Special Effects by Al Yelton
Dramatis Personae
Reverend Cage.Charles Reynolds
Mrs. Fitch....Helene Tryon
Alma..........Clara Lowry
Craig.........Bart Heavner
Janie.........Susan Bloodworth
Lucie.........Deborah Bloodworth
Doodles......."Redd Foxx"
George Clay...Toby Wallace
Mrs. Clay.....Ann Powers
Grigg.........Richard Dedmon
Missy.........Inga Dennis
Driver........Pat Hill
Sheriff.......Jerry Rushing
Sharpe........William T. Hicks(My Blue Heaven,Tales From the Darkside)
Morgan........Bud French
Depositor.....Leondora Forrister
Guard.........Jonas Bridges
Teller........Greg Carswell
New Pastor....Fred Roland
Cast
Careyanne Sutton Mary McNeil Terri McCoy Brownlee Davis Harris Bloodworth Denise Myers
Darley Putnam Sid Rancer Lizzie Lee Dedmon Annie Mae Jones Eva Carpenter
Plot Summary: The suspicion that this film may have a religious theme is confirmed with the first shot, which is of a well lit cross in a darkened church. A priest turns his face to the cross, uttering the words, "Lord, whatever is, is the work of your hand." The stage is set. People have thrown aside the Lord's commandments, and the people of the priest's town are worthy of the Lord's wrath, though no more so than the rest of the world. "Vengence is mine, sayeth the Lord."
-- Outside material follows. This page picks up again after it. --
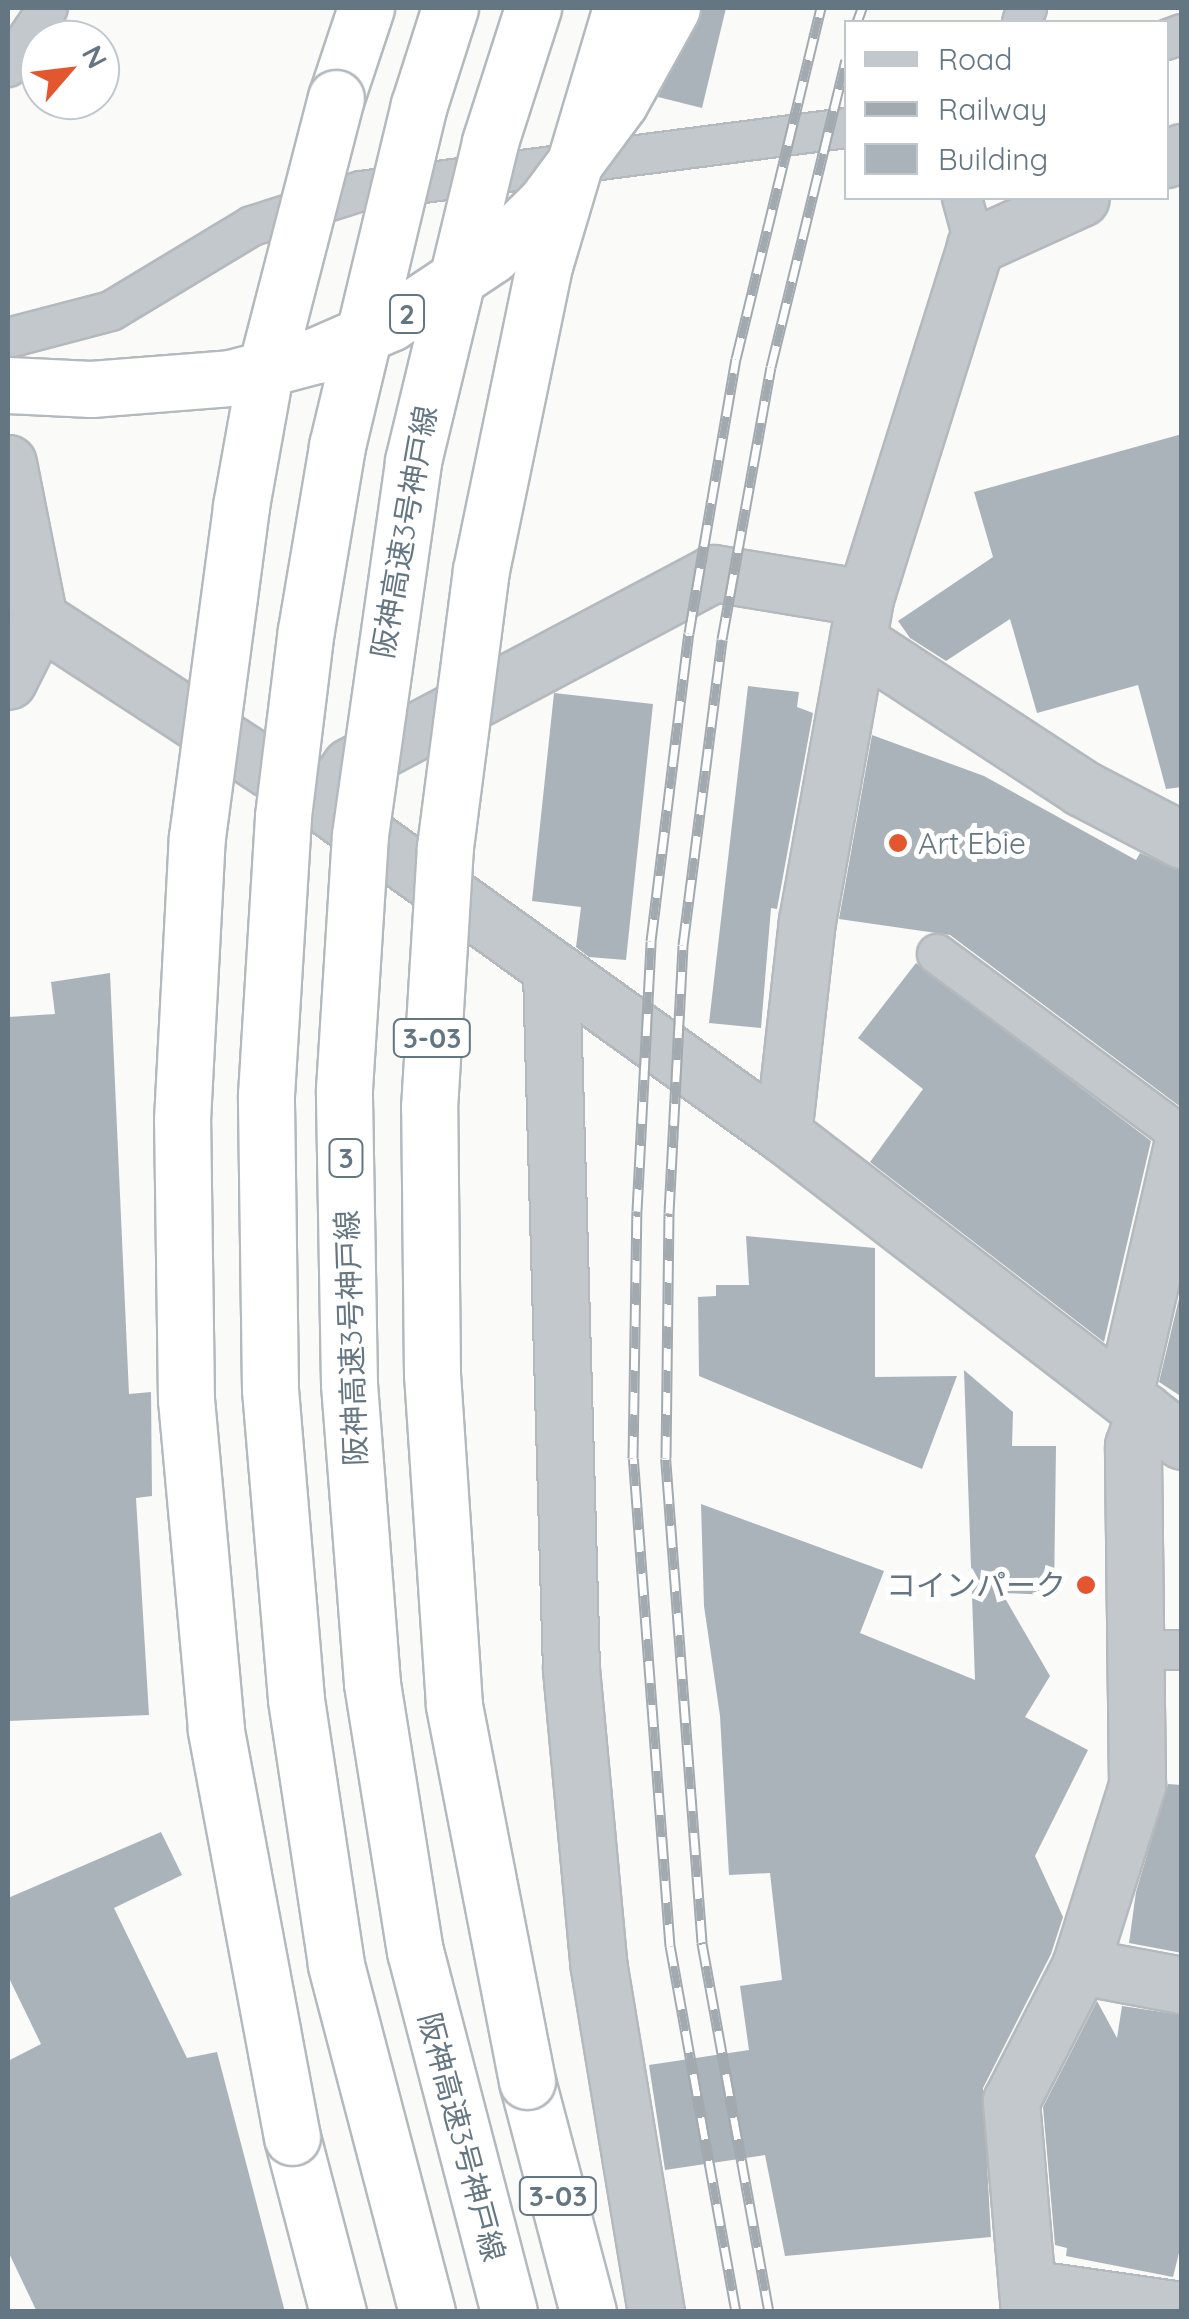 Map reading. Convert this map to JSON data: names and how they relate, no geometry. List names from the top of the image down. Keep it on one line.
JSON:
{"streets":{"highway":["2","阪神高速3号神戸線","3-03","3"]},"places":["Art Ebie","コインパーク"],"legend":["Road","Railway","Building"],"north":"top right"}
The priest preaches to a church with only three people, saying that the lost children must answer to God. It's his last sermon, for a new priest will be there in the pulpit. Scene shifts to the town. 1920's. Sexual innuendoes fly as clerks sell dresses. The priest tells the bank owner that more people are sadly now more interested in attending his church than the Lord's. The banker puts the screws to the good Reverend Cage for a late loan payment. As the reverend heads out of town, a storm is coming in, and night is falling. The reverend's horse and buggy cross an eerily lit covered bridge, and Rev. Cage sees Death walking toward the town. He bows his head "As I saw it, it is come."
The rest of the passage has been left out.